無謀な突撃を止め、賊たちは警戒した様子で二人組の動向を窺う。
そして、小柄な少女の方に狙いを定めた。
「……アイン」
「分かってる」
男――マシブに声をかけられ、アインは頷く。
分かりやすいほどの殺気を当てられているのだ。
これで気付かない方が難しいだろう。
左手で腰に帯びた短剣を抜き取る。
それを見て、賊たちは笑みを浮かべた。
アインには片腕しかないのだ。
賊の一人が真っ先に飛び出していき――その視界が回転する。
アインは足払いで賊を地に転がすと、短剣を逆手に持ってその体に突き立てる。
「ぐあああああああああッ!」
賊が痛みに声を上げる。
だが、短剣は急所を突いてはいない。
そこから少し外れたところに突き立てられていた。
下手を打ったわけではない。
アインは短剣を引き抜くと、再び賊の体に突き立てる。
次の声は、悲鳴交じりの絶叫だった。
そして、何度も何度も賊の体に短剣を突き立てていく。
己の行いを後悔させるかのように、執拗に。
薄れゆく意識の中。
賊の男が最後に見たのは、フードの内から覗き見えた少女の顔。
狂気染みた笑みを浮かべるアインを見て、彼はどれだけの恐怖を味わっただろうか。
さすがに異常だと察したのだろう。
剛腕を持つ巨躯の男と、狂気染みた笑みを浮かべる隻腕の少女。
この二人組を狙ったのは間違いだったと気づいた頃には、彼らの半数が命を失っていた。
「くそ、撤退だ!」
賊の頭らしき男が声を上げると、賊たちは一斉に引き返していく。
さすがに深追いはしてこないだろう。
この広大な森の中で、道を見失うことは非常に危険だ。
だが、彼らには運が無かった。
狙った相手がまさか、血飛沫と断末魔に魅せられた、殺戮を好む悪魔だったとは思わないだろう。

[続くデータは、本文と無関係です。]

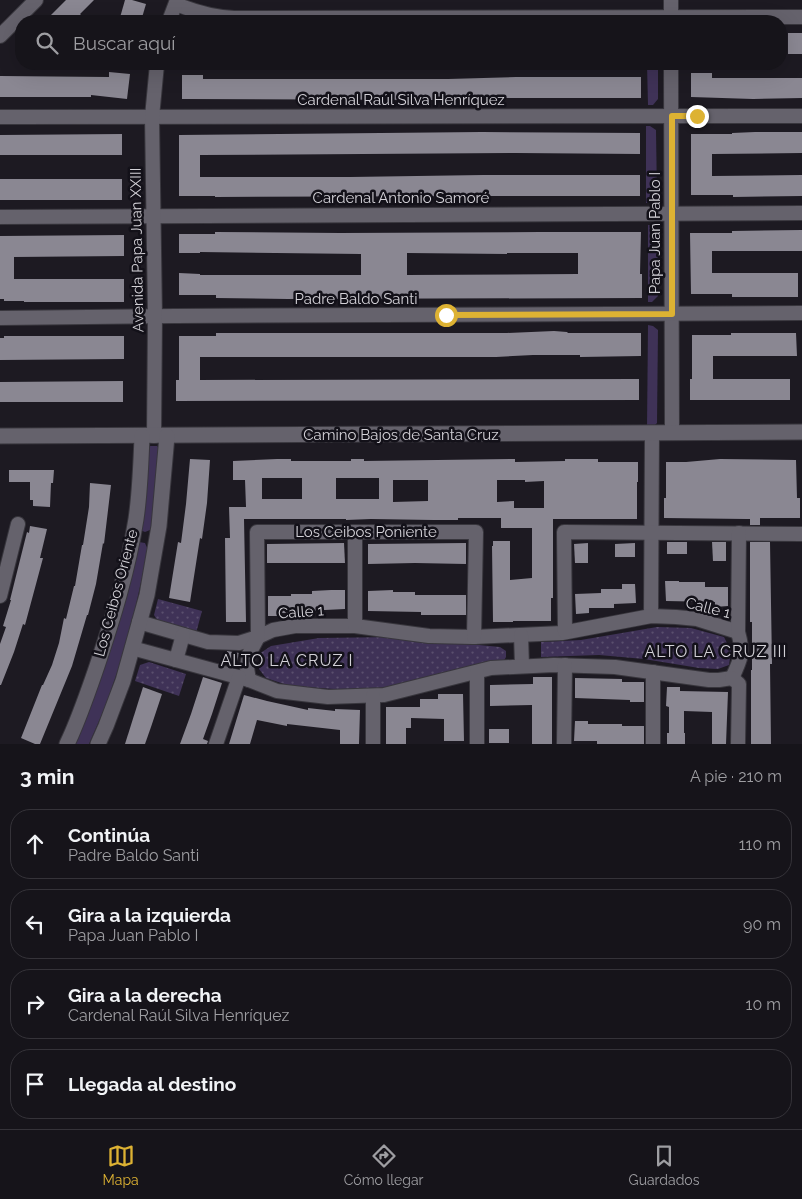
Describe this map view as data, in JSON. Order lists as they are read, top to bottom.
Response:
{
  "streets": {
    "street": [
      "Cardenal Raúl Silva Henríquez",
      "Cardenal Antonio Samoré",
      "Papa Juan Pablo I",
      "Avenida Papa Juan XXIII",
      "Padre Baldo Santi",
      "Camino Bajos de Santa Cruz",
      "Los Ceibos Poniente",
      "Los Ceibos Oriente",
      "Calle 1"
    ]
  },
  "crossings": [
    ["Cardenal Raúl Silva Henríquez", "Papa Juan Pablo I"],
    ["Cardenal Raúl Silva Henríquez", "Avenida Papa Juan XXIII"],
    ["Cardenal Antonio Samoré", "Papa Juan Pablo I"],
    ["Cardenal Antonio Samoré", "Avenida Papa Juan XXIII"],
    ["Papa Juan Pablo I", "Padre Baldo Santi"],
    ["Papa Juan Pablo I", "Camino Bajos de Santa Cruz"],
    ["Avenida Papa Juan XXIII", "Padre Baldo Santi"],
    ["Avenida Papa Juan XXIII", "Camino Bajos de Santa Cruz"],
    ["Avenida Papa Juan XXIII", "Los Ceibos Oriente"],
    ["Camino Bajos de Santa Cruz", "Los Ceibos Oriente"],
    ["Los Ceibos Poniente", "Calle 1"]
  ],
  "districts": ["ALTO LA CRUZ III", "ALTO LA CRUZ I"],
  "page": {
    "search": "Buscar aquí",
    "heading": ["3 min", "A pie · 210 m"],
    "list": [
      ["Continúa", "Padre Baldo Santi", "110 m"],
      ["Gira a la izquierda", "Papa Juan Pablo I", "90 m"],
      ["Gira a la derecha", "Cardenal Raúl Silva Henríquez", "10 m"],
      "Llegada al destino"
    ],
    "nav": ["Mapa", "Cómo llegar", "Guardados"]
  }
}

逃げ出そうとする彼らの背に、瞬時に追いついたアインが短剣を突き立てる。
「一人も逃がさないから」
その宣告を聞いた時、一体どれだけの絶望が彼らを襲っただろうか。
背後から強烈な殺気を当てられ、彼らは泣き叫びながら逃走する。
しかし、その刃から逃れられた者は、結局一人もいなかった。
惨殺された賊の死体が転がる中、マシブは呆れたように肩を竦めた。
適当に脅して追い返そうと思っていた彼だったが、心の昂ったアインが賊を皆殺しにしてしまった。
それを止めなかったのは、なんだかんだでアインのそういうところを好いているからだろう。
「結構道から外れた気がするんだが……」
地図を見て、現在地を確認する。
森に入ってから随分と歩いたが、先ほどの戦闘で道から外れてしまっていた。
戻るには時間がかかるだろう。
マシブは空を見上げる。
日は沈みかけ、既に空では星々が輝き始めていた。
今から移動をするのは難しいだろう。
「マシブ、そろそろお腹が空いたんだけど」
「おいおい、ここで食うのか……?」
盗賊たちの死体が転がっており、濃い血の臭いが充満している。
あまり気分のいい場所ではないだろう。
とても食事を出来るような場所には思えなかった。
返答するまでも無く、アインは野宿の準備を進めていた。
この状況が特に気にならないのだろう。
マシブは疲れたようにため息を吐くと、夕食の準備を始めた。